AFS Cinema
Two More Thoughts
I think you’re running with that Versace crack to prove a point that this is some flashy, unsubstantative, tinkering-for-the-sake-of-tinkering modernization. I’d argue the exact opposite – that without leaning too hard on it, Luhrmann has used the designer threads, the casual drug and gun play, the Papa Capulet-sponsored Bacchanalia, to frame the text very much in the now – a monied now of absent parents who overindulge then rule with an iron fist and their overprivileged children, desperate to give meaning to their lives.
You ask: “Where’s the love? Where’s the lust? Where’s the poetry? Where’s the diction?”
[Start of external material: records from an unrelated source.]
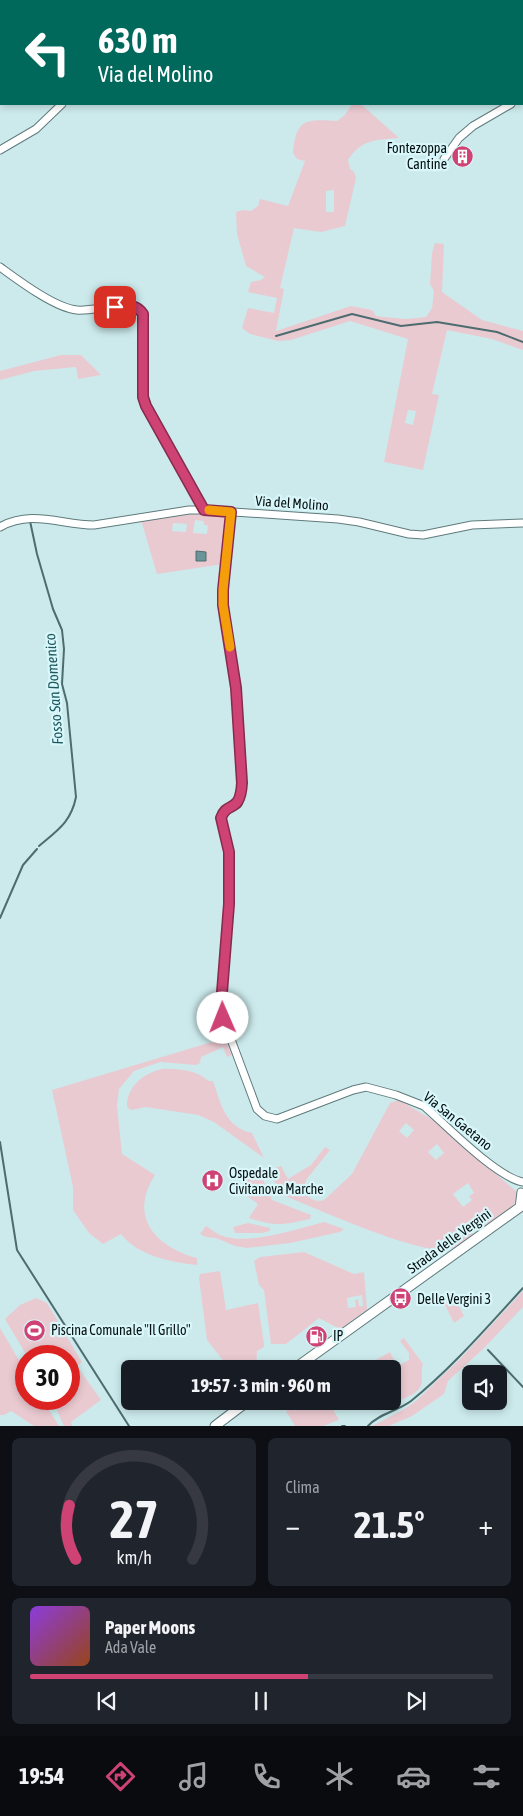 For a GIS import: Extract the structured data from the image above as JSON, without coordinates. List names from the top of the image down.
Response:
{
  "streets": {
    "main road": ["Strada delle Vergini"],
    "street": ["Via del Molino", "Via San Gaetano"]
  },
  "crossings": [
    ["Via del Molino", "Via San Gaetano"],
    ["Via San Gaetano", "Strada delle Vergini"]
  ],
  "water": ["Fosso San Domenico"],
  "places": {
    "building": ["Fontezoppa Cantine"],
    "hospital": ["Ospedale Civitanova Marche"],
    "bus stop": ["Delle Vergini 3"],
    "sports": ["Piscina Comunale \"Il Grillo\""],
    "fuel station": ["IP"]
  },
  "page": {
    "turn": ["630 m", "Via del Molino"],
    "limit": "30",
    "trip": "19:57 · 3 min · 960 m",
    "tile": "Clima",
    "heat": ["−", "21.5°", "+"],
    "song": ["Paper Moons", "Ada Vale"],
    "tabs": "19:54",
    "gauge": ["27", "km/h"]
  }
} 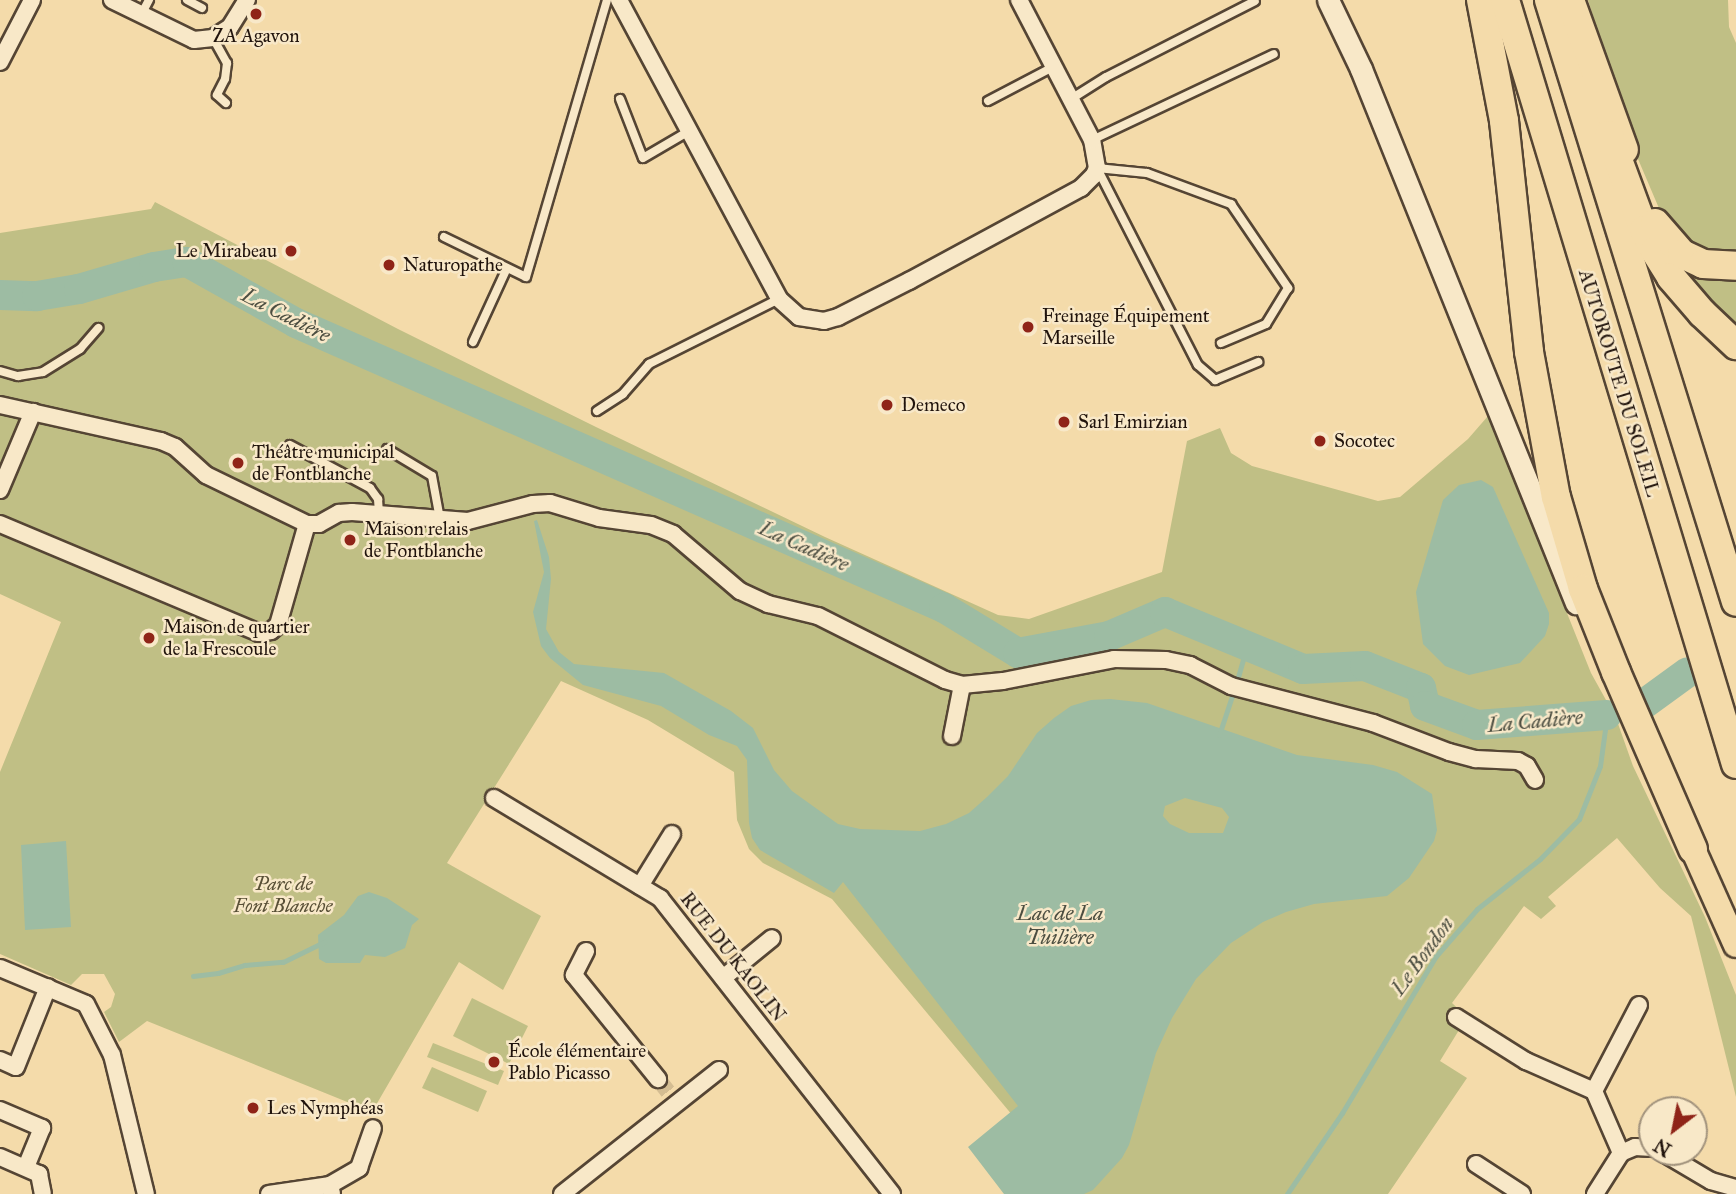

The love is there, alright, and so is the lust – those two kids are pawing at each other something fierce in the pool scene. That lust is tempered later with something far more solemn – in the wake of their secret marriage, his unfortunate slaying of her cousin, and also the fact that these two kids are embarking upon the scary/exciting rite of first sex.
But there’s a reason Luhrmann plays their morning-after as a romp: Because these two kids, flush with new love, are just that – two kids.
The poetry’s there, too – Luhrmann may have truncated the text, but that’s still Standard Bard everybody’s spouting, and the diction – well, possibly you’re too hung up on the plummy, theatrical enunciation of those yawning Shakespearean Actorly Actors. There’s worth there in Leo and Claire’s sometimes-stumbling but newborn interpretations.
But how now, Rosenblatt: You haven’t done much but attack Romeo + Juliet. Where’s your own impassioned defense of the traditional adaptation? Go on -- sing you the praises of those Actorly Actors with their plummy, theatrical enunciations. I'm eager for it.